Two or three of us will be in Jacksonville on business end of July. Any recommendations for local charters or options I should be aware of? I am going to try and add a day or two on the trip so we can get salty...:beer:


----------



## speckhunter80 (Oct 3, 2011)

Inshore reds/specks or offshore


----------



## andypat (Jan 7, 2004)

Hubbert's off shore head boat is the best. It is a over night trip.


----------



## John Smith_inFL (Nov 22, 2009)

Charters for deep sea fishing or the inlets or surf ??
If you are wanting to try the *Florida Surf*, I would 
very strongly recommend Larry Finch from Jax Beach.
http://www.fishmanfinch.com/
You can also just Google him - *Larry Finch* - and many
articles and YouTube videos will pop up. Really nice guy
and awesome angler.

Florida is _BRUTALLY HOT_ in July/Aug - so be prepared.


----------



## ez2cdave (Oct 13, 2008)

andypat said:


> Hubbert's off shore head boat is the best. It is a over night trip.



*http://hubbardsmarina.com/*


*http://hubbardsmarina.com/fishing-trips-gulf-beaches-florida/*


----------



## Redhorse (Mar 1, 2006)

Sorry it took me a while to get back on here! Family stuff full blast!

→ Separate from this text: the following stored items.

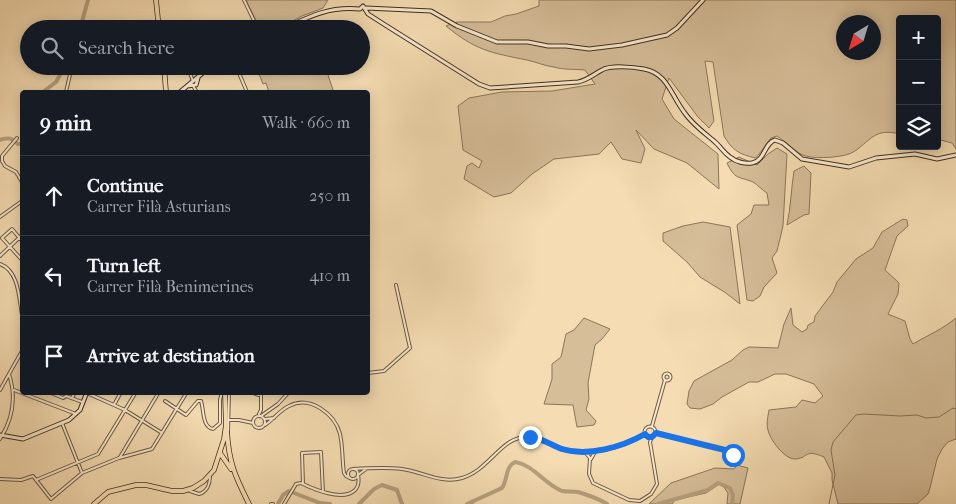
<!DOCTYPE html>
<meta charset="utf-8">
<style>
body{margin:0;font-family:"IM FELL French Canon",serif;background:#242831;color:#f1f3f6}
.controls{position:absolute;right:15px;top:15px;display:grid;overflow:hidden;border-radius:5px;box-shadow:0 2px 12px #0003}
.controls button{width:45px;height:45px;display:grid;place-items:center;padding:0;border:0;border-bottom:1px solid #363941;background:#171b24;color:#f1f3f6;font:25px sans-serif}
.compass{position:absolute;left:836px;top:15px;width:45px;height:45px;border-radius:50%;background:#171b24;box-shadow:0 2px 12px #0003;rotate:218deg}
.stop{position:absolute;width:15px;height:15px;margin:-11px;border:4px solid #1a73e8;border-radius:50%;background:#fff}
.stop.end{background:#1a73e8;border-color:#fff;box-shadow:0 1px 5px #0008}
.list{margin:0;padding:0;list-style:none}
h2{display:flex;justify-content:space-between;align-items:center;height:65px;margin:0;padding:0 20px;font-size:21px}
h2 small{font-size:16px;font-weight:400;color:#9ea1a6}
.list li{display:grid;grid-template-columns:32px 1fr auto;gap:15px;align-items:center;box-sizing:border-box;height:80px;padding:0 20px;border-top:1px solid #363941}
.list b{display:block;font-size:19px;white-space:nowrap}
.list p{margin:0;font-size:16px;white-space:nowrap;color:#9ea1a6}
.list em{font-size:16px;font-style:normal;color:#9ea1a6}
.icon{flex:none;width:28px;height:28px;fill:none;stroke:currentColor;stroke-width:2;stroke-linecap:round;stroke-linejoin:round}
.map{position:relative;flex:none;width:956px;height:504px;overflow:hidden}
.search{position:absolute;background:#171b24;box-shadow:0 2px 12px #0003;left:20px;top:20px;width:350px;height:55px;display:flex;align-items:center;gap:12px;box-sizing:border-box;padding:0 18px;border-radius:28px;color:#9ea1a6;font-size:19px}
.panel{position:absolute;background:#171b24;box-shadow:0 2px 12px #0003;left:20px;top:90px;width:350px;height:305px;border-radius:5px}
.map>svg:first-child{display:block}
</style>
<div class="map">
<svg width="956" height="504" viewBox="0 0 956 504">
<rect width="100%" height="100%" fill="#f5dcb2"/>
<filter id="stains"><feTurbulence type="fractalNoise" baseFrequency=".004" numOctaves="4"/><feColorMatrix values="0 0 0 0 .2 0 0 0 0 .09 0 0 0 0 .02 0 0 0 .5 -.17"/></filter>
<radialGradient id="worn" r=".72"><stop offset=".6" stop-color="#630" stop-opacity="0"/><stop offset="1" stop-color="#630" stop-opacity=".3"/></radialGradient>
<path fill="#d6be99" stroke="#8b765c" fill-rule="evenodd" d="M246 0H328L323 8 302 16 278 29H260Z
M539 0H956V149L952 143 937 139V19H900V134C875 128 872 139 855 151 846 158 816 159 806 156 796 154 786 141 777 136L771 138 756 158C740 155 732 150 724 136L713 62 705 61 714 121 709 128 698 117 669 78 662 99 674 119 718 154 719 189 687 163 654 149 636 130 645 149 641 163 622 159 611 142 599 154 554 159 532 174 511 193 494 197 464 179 467 166 472 163 479 168 482 161 463 150 458 106 469 98 502 92 552 91 595 84 585 70C575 69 564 70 554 67 545 66 536 62 527 60 491 53 475 50 446 26L457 22H491L505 16 516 14 539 6ZM844 22H874V52H844Z
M256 66H325L333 90 323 92H269L266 83 263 84Z
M777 148 787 154 783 226 777 251 772 258 777 273 764 287 760 296 753 301 747 300 737 225 751 214 754 205H769L767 193C762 190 758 185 753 182 738 176 735 180 727 163L739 157 757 165 768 154Z
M804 166 811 173 809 214 804 215 787 225C791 207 791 189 794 171Z
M903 219 907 220 908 226 897 236 885 270 899 283 898 294 888 314 905 321 910 339 913 344C928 335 943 329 956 318V439L948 442 942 449 937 459 930 488 928 494 917 504H838L832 480V473L824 457C803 448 809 459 794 459 784 458 770 440 768 430 766 425 768 416 769 410L796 407 802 400 815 403 823 396 814 384 786 374H775L758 382H749L722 397 713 404 700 409 690 408 687 404 689 391 694 381 732 360 743 350 749 347 778 348 784 324 791 308 793 325 802 332 807 329 808 325 814 322 815 316 833 292 837 282 856 259 873 248 882 232Z
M703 222 730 227 740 304 726 293 700 277 687 262 663 241V233L683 226Z
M584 318 610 329 602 339 595 345 588 383 589 399 586 410 596 421 594 425 577 427 573 405 544 404 552 379V364L561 357 566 334 574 330Z
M737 465 748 468 740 504H727L728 493 721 483 706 493 675 500 672 504H649L671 483 715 468 734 469Z"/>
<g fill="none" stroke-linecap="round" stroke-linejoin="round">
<path stroke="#877359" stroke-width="1" d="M472 500 473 504
M829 504 835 475 831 450 833 442 856 415 864 414 900 416 917 415 926 418 939 417 953 408 956 409"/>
<path stroke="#b7a180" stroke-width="4" d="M80 29 88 0
M43 92 56 82 65 66
M0 140C8 137 12 138 18 144H22
M278 504 283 495 289 491 320 503 330 504
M359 504 374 489 382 485 397 490 402 504
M467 504 502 488C508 479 505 467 515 462 534 465 544 484 562 491 567 492 573 491 578 492 588 495 599 499 607 504
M658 504 708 490 718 483 730 488 733 495 732 504"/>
<defs>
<path id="street" d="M244 0 258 29
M187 66 193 81
M236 66 247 92
M193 86 197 92
M66 92 72 66
M17 138 2 156V161L5 166 16 172 22 182
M0 217 22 201
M22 241 12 229 2 238 22 260
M0 256 22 235
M0 264C19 271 19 298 22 315
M368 373 384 371 410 348 396 285
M663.5 377a3.5 3.5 0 1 1 7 0a3.5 3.5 0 1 1-7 0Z
M0 390 22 351
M14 390 76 414
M49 392 63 398 66 396
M250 392 259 395
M87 393 125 410 162 433
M66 396 82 402
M72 398 75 392
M165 401 186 415 198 401H201C204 410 202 427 213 429L220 423V400L222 392
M114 405 121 392
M259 414 261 410V392
M253 422a6 6 0 1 1 12 0a6 6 0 1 1-12 0Z
M261 416 278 404 289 392
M265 419 274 418
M229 420H239L253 423
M62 423 82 473
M265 425C273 420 280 410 289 406 310 395 335 414 340 434 343 447 342 460 344 473L346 476 350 478
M652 426 665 380
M644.5 432a5.5 5.5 0 1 1 11 0a5.5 5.5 0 1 1-11 0Z
M228 432 229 392
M655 433 733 452
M0 439C13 419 16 396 9 374
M732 453a4 4 0 1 1 8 0a4 4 0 1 1-8 0Z
M584 451 590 458 589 474 593 483 629 500 640 501 651 494 657 484 650 442 652 437
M120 457 159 392
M591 459 596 450
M348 474a5 5 0 1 1 10 0a5 5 0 1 1-10 0Z
M353 469C369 468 386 467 402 469 423 472 441 484 462 478 489 470 501 438 525 437 539 436 548 444 560 448 587 458 622 448 645 434
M358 475 366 469
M0 479 21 480 33 476 51 499 82 473 119 458 152 449 187 392
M36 480 98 454 136 392
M303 484 302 453 321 452 323 492
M190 491 199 494C207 492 210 484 210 476
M271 504H273
M284 504 296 484 301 483C313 489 343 502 355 490 359 486 359 480 358 475"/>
<path id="secondary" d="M366 8 431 11 457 26 497 42H528L548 46H566L589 49 622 45 667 35 677 28 703 0
M283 29C310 16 330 6 360 9L363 6 368 14 382 23 479 84 490 88 578 82C588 80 594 74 602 70 610 65 634 67 644 69 667 73 671 95 684 112 692 124 703 132 714 141 720 146 724 153 730 157 736 162 745 164 752 163 765 161 764 143 775 140L783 143 802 159 849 167 876 158 915 154 937 159 956 155
M187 86 196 85 198 78
M180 92 211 66
M0 435 23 439 69 420 80 410 87 392"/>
<path id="primary" d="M156 0 159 29
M164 66 166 92
M227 432C229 463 235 476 249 504
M220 453 231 469
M94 504 108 492 136 485H146L172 491H183L193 488 204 481 214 470 224 439 226 425 225 392"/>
</defs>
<use href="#street" stroke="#6d5a43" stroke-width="4"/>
<use href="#secondary" stroke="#402e1e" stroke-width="5"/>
<use href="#primary" stroke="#402e1e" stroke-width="5.5"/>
<use href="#street" stroke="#f8e8cd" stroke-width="2"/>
<use href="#secondary" stroke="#f8e8cd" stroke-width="3"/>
<use href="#primary" stroke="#f5dcb2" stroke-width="4"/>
</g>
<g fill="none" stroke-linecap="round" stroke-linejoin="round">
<path stroke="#1a73e8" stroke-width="6" d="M530 437C542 438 551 445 562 449 588 457 622 447 645 434L648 437H652L656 433 733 452V455"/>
</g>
<rect width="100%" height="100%" filter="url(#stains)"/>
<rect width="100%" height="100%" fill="url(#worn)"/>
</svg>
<div class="controls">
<button>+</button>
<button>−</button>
<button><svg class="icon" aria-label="layers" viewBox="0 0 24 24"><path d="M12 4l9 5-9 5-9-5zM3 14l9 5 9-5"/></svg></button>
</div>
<svg class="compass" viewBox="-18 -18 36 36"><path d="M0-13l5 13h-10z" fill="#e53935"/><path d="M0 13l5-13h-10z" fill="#9ea1a6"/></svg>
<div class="stop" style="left:733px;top:455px"></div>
<div class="stop end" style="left:530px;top:437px"></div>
<div class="search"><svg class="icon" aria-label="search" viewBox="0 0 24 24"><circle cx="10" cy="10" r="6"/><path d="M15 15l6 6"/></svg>Search here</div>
<section class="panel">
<h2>9 min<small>Walk · 660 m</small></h2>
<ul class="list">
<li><svg class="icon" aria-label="ahead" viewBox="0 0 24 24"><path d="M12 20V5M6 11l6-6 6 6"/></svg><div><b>Continue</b><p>Carrer Filà Asturians</p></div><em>250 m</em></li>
<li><svg class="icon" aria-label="left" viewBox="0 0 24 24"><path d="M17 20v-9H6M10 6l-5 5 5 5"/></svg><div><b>Turn left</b><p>Carrer Filà Benimerines</p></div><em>410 m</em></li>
<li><svg class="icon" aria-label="arrive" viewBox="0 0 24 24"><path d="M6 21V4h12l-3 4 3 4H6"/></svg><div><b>Arrive at destination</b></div></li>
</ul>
</section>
</div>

Was thinking off shore charter, but now there is a possibility it will only be me...
Might end up in the surf. If nobody else is coming, I might just drive it, and bring my surf gear. Would still like to get ON the water if that's how it goes down tho.


----------



## RjTheMetalhead (Dec 3, 2011)

Try the pier. 
They catch kings, tarpon, barracudas, jacks there


----------



## speckhunter80 (Oct 3, 2011)

If by yourself and surf fishing...Gate station 16.8 miles south of int. of A1A and JT Butler or Brown Creek on Heckscher mid high outgoing to low incoming


----------



## Redhorse (Mar 1, 2006)

This has been an on again off again trip. I've known we are coming for sure about two weeks now (flights are booked) but I have no additional time before or after the show. If I get to fish at all, it will be an evening after the show is over...and from the bank or pier. Or maybe our arrival day after the booth is set up...might be the most time I have free would be that Thursday evening. Not sure what sort of gear I will be able to bring along either...anybody willing to help a fellow Pier&Surf FHB get his fix? Neither of the two coming with me are hardcore FHB's or even soft core for that matter LOL!!! I would love to meet someone somewhere who has an xtra rod they could bring along


----------